** What to do **
Going through the entries below, copy out each line that contains "stream".

Stored data:

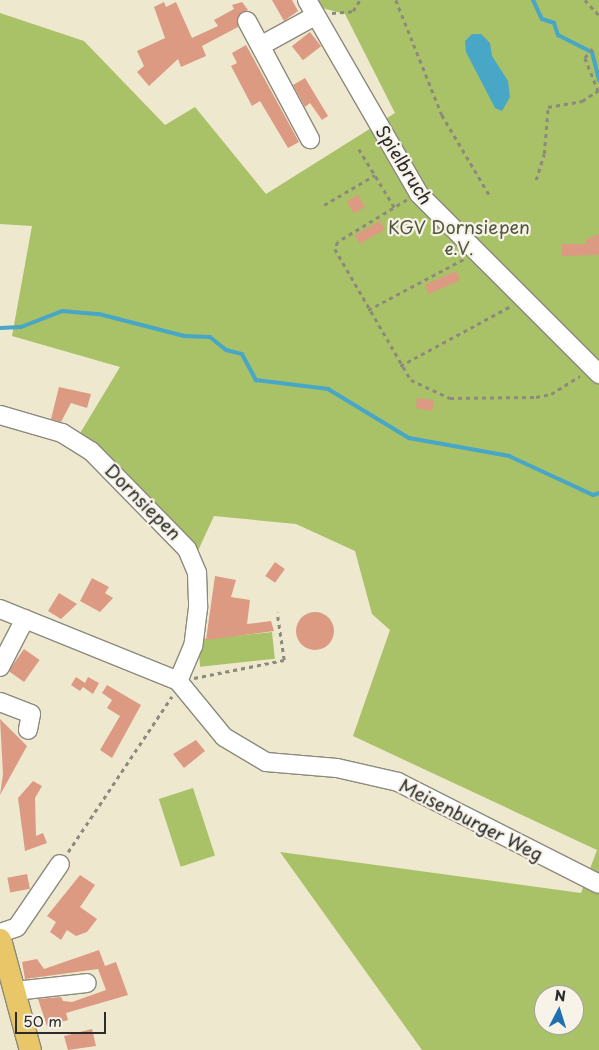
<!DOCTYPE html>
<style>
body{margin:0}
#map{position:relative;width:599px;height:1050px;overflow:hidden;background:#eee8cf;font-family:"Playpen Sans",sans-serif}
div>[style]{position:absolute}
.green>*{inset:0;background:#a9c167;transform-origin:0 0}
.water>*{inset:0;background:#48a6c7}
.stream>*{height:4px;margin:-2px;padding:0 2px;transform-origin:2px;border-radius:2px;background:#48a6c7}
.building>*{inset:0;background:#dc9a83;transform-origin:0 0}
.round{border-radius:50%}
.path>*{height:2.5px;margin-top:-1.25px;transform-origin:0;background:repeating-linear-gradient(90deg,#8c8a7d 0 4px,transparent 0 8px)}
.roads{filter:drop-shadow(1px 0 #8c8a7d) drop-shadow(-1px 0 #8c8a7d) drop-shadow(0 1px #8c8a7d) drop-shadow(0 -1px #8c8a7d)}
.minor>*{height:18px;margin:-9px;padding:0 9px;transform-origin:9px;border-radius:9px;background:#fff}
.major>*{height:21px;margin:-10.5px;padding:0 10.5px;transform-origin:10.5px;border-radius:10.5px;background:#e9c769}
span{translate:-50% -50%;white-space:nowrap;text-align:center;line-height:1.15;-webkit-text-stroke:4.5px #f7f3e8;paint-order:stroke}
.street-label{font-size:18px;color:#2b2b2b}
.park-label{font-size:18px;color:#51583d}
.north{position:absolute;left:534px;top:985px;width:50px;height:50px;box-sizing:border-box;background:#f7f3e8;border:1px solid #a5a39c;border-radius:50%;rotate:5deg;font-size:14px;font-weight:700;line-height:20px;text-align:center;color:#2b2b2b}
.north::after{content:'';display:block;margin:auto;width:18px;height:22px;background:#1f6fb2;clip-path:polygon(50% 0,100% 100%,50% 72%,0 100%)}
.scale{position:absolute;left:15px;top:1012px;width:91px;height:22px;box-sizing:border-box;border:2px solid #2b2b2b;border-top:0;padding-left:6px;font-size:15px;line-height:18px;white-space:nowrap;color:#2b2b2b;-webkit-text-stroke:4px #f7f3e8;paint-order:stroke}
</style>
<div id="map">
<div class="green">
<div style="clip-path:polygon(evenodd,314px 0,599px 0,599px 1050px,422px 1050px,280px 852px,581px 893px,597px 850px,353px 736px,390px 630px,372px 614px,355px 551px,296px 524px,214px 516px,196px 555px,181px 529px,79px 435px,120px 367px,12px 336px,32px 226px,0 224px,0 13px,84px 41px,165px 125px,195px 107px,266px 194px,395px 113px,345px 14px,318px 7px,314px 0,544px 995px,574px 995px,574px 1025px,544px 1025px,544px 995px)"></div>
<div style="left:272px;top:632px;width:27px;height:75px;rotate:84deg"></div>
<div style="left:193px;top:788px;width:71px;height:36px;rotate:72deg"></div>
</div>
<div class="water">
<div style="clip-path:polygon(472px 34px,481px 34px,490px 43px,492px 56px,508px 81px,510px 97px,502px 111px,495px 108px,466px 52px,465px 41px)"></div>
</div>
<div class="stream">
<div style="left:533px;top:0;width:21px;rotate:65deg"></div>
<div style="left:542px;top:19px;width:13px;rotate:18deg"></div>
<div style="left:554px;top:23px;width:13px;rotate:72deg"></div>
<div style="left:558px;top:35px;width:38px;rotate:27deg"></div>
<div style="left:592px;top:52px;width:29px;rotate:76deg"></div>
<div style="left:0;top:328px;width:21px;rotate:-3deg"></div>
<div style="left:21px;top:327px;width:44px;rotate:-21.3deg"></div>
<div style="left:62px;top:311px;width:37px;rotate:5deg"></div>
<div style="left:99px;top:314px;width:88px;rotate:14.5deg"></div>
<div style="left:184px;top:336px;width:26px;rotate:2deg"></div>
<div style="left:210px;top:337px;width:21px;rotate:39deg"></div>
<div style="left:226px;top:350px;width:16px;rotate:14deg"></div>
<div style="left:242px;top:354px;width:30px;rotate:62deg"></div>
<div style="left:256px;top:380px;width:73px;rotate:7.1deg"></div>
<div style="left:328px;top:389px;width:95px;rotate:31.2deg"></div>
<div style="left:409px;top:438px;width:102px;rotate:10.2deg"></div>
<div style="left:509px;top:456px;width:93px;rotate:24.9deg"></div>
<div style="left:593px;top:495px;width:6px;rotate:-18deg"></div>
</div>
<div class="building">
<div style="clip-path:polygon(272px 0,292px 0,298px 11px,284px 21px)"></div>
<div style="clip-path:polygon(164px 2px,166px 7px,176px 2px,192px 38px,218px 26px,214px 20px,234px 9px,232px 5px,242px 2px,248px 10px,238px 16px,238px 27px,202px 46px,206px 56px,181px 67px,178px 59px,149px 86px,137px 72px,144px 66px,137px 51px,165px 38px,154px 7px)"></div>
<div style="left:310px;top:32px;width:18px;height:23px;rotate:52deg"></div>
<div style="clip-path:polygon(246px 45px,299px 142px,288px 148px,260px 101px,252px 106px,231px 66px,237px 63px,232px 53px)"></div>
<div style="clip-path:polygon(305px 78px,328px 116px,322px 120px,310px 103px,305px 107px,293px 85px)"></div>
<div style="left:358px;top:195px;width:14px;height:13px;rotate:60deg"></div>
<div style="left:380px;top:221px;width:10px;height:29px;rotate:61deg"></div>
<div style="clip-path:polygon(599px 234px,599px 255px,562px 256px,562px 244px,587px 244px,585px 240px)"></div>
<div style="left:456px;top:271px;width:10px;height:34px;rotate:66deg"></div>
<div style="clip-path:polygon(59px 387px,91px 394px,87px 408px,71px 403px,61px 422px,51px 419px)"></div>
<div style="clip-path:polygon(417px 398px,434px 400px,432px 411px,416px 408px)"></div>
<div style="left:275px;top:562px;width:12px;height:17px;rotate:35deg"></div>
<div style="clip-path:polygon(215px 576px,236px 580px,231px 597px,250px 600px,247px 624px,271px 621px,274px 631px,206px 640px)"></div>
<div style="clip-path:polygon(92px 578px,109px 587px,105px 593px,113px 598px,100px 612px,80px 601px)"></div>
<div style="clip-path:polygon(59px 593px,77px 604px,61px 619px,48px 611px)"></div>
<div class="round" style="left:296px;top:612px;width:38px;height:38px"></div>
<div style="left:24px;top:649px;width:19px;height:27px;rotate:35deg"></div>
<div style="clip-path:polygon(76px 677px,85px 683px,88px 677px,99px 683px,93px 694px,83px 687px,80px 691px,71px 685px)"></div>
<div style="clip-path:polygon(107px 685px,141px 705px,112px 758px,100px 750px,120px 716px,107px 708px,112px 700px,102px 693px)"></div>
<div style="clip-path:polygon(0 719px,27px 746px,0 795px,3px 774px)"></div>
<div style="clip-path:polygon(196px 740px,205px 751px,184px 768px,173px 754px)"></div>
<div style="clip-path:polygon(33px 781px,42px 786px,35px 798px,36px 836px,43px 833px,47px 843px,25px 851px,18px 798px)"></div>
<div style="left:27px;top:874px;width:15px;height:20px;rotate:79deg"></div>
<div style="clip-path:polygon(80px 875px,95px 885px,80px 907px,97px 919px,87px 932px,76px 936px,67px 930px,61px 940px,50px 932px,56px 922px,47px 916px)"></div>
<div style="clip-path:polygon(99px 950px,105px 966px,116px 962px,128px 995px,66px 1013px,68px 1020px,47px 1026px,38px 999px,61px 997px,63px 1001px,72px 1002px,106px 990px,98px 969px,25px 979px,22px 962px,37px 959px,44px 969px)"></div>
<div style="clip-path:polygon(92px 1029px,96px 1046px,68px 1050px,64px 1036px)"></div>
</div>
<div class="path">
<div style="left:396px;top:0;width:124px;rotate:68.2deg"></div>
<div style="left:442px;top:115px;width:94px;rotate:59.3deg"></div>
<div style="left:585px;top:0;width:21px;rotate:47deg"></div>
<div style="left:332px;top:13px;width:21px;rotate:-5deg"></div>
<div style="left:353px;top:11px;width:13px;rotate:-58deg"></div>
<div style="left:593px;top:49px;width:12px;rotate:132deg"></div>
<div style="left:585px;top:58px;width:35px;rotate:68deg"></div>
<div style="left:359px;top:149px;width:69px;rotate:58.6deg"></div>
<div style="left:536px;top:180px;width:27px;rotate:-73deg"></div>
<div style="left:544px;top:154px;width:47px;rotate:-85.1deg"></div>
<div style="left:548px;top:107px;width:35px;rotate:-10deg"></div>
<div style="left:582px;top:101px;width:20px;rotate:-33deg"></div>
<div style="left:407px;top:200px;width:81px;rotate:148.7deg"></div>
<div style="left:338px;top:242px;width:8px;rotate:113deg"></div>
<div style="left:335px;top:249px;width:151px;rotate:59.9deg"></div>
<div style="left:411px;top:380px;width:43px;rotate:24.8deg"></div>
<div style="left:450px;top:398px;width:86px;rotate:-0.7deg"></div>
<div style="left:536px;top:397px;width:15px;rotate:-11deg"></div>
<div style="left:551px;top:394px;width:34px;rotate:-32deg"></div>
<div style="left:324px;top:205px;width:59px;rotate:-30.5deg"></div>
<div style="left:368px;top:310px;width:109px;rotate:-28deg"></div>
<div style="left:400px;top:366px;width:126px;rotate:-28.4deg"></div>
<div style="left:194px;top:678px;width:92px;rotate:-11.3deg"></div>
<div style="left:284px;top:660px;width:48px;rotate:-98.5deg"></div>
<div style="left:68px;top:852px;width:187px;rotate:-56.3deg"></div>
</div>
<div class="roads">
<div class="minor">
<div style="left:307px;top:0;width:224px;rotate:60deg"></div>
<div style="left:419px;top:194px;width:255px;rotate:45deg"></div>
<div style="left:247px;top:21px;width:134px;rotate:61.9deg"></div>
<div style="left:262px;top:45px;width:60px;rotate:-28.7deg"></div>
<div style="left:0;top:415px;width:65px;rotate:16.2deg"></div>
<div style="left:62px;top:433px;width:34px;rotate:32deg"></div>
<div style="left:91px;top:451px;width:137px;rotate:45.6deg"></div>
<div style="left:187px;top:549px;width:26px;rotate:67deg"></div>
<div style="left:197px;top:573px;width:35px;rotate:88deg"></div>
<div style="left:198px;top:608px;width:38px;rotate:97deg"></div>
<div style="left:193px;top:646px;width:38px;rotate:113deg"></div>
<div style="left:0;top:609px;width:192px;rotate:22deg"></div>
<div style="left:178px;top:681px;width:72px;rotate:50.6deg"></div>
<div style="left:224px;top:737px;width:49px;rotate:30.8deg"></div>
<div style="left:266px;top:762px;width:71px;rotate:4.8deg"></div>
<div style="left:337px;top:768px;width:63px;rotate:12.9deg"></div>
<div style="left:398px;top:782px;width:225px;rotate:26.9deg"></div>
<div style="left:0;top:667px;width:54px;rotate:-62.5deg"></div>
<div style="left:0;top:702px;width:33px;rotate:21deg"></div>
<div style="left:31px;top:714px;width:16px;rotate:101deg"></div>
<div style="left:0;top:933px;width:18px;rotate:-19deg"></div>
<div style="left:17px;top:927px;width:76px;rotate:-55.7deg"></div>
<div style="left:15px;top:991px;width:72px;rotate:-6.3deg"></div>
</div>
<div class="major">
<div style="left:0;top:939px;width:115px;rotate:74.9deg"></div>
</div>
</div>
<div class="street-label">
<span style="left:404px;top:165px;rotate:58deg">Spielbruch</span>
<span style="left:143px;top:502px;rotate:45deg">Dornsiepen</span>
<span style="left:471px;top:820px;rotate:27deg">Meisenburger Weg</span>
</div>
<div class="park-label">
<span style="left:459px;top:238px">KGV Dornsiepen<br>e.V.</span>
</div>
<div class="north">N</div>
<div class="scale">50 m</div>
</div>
...
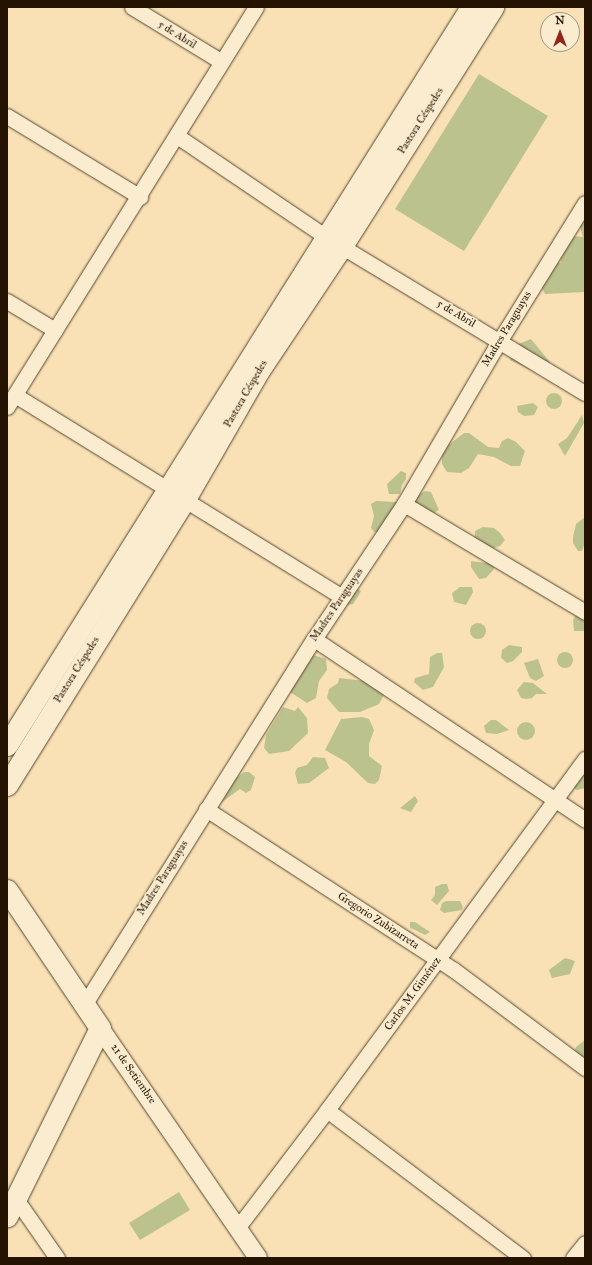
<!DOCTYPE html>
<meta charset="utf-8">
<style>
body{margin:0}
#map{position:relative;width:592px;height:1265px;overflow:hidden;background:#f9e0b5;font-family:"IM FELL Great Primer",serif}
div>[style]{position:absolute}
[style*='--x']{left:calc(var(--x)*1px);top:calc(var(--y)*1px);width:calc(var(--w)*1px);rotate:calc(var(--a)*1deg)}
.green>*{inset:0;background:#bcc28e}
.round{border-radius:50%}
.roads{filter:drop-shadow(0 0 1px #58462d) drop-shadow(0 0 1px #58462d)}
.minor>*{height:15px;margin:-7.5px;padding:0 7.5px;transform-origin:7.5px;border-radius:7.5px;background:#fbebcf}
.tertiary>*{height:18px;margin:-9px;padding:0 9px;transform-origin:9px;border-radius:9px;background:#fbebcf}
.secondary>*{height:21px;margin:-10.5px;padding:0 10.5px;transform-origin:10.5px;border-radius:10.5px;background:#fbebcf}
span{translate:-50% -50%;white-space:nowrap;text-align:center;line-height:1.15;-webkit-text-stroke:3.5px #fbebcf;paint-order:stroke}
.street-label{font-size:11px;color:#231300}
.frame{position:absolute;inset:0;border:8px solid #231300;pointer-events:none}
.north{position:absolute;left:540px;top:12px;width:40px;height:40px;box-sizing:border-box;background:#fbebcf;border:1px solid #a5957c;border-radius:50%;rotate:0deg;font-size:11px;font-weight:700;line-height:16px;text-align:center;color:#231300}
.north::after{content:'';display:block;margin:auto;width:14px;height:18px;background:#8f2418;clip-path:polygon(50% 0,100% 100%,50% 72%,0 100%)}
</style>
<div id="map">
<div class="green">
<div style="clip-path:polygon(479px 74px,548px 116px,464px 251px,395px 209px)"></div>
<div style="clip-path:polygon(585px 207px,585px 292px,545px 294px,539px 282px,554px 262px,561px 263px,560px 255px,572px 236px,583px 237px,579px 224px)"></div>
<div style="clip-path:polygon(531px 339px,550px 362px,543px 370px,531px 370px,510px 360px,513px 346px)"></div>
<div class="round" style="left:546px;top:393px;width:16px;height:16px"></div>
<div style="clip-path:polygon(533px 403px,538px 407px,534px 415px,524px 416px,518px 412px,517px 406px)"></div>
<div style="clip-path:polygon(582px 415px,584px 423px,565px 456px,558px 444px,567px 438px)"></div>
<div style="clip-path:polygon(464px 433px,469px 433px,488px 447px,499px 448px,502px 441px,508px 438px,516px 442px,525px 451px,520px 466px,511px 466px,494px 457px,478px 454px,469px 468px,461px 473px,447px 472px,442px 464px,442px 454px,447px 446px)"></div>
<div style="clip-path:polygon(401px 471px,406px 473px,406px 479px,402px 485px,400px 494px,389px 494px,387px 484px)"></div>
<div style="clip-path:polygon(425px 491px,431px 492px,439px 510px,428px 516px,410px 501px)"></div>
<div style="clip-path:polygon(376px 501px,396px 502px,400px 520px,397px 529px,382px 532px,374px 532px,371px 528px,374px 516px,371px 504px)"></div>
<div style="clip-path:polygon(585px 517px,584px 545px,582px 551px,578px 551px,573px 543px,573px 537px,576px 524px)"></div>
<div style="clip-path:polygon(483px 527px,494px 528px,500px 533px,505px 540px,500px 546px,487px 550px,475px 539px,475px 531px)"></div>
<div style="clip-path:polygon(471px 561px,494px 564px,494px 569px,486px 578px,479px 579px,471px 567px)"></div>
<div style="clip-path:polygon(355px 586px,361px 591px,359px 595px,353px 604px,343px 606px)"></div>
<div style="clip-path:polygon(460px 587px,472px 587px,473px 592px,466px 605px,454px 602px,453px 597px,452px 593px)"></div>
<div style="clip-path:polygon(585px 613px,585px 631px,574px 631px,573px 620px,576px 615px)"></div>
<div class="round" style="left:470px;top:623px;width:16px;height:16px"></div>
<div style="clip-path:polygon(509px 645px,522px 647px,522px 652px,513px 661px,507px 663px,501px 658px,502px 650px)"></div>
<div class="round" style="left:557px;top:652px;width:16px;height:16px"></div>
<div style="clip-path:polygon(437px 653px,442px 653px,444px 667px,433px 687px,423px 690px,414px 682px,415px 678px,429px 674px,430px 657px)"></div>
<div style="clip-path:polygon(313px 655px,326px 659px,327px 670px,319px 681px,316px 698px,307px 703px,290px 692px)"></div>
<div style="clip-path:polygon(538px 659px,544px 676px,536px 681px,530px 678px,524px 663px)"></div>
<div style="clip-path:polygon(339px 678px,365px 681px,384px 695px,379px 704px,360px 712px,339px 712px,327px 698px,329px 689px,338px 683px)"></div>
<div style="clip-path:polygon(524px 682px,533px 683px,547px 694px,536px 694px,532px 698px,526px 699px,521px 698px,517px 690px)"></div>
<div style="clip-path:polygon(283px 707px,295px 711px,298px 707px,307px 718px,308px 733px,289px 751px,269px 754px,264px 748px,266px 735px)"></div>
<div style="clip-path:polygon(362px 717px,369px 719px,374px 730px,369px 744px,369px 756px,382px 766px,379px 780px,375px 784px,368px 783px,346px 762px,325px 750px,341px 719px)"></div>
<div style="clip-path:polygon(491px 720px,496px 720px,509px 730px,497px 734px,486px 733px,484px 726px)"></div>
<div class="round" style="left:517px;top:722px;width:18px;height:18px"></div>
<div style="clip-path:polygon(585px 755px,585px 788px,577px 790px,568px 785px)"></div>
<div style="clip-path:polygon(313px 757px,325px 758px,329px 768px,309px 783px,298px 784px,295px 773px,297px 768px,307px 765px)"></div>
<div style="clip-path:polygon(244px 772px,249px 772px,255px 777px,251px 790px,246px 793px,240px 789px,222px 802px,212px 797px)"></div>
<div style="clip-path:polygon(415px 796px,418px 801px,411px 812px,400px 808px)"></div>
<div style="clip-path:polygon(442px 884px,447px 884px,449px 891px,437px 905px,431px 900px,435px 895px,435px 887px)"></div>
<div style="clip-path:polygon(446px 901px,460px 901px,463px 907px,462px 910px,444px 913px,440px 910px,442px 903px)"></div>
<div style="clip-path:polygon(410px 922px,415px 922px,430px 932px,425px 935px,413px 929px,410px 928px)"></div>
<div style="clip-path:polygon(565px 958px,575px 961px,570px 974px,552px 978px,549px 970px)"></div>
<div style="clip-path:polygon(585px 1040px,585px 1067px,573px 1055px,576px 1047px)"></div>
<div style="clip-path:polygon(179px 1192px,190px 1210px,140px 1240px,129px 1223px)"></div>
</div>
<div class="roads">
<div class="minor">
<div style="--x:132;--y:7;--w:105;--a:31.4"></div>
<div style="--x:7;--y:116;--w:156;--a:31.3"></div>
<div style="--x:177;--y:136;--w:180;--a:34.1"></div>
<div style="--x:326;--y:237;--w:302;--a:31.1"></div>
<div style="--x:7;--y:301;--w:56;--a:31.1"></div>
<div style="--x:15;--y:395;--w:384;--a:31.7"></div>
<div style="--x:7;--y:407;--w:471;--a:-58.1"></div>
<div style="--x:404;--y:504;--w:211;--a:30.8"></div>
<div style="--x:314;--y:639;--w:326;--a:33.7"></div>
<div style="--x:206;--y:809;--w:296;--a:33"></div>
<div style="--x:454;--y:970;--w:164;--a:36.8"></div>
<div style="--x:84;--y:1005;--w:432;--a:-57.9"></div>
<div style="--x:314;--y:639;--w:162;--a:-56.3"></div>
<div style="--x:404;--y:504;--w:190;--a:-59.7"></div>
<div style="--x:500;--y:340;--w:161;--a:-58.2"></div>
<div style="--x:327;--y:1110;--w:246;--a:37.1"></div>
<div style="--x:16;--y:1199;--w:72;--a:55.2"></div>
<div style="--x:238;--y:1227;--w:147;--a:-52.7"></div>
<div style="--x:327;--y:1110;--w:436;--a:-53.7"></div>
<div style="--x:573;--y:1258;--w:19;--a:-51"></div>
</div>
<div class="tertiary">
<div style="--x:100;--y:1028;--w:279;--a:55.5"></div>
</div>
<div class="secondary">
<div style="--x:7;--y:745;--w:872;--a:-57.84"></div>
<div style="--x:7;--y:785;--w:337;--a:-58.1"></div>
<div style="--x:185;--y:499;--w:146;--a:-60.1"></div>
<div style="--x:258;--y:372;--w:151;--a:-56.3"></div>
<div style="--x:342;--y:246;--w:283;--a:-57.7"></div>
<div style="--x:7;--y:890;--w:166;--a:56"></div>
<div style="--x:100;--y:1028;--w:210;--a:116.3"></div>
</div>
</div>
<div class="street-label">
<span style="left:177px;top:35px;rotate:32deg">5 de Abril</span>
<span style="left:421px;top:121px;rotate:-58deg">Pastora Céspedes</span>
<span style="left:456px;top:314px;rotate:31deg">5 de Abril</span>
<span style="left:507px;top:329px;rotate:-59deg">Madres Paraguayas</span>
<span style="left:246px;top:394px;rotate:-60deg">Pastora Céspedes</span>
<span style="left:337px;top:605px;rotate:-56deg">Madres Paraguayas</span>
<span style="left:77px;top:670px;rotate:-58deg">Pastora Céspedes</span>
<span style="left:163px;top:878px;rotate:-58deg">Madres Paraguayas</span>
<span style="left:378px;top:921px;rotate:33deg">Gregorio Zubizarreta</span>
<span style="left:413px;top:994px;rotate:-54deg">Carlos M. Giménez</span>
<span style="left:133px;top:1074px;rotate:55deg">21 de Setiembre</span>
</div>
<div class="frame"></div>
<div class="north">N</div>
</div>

** Result **
.stream>*{height:4px;margin:-2px;padding:0 2px;transform-origin:2px;border-radius:2px;background:#48a6c7}
<div class="stream">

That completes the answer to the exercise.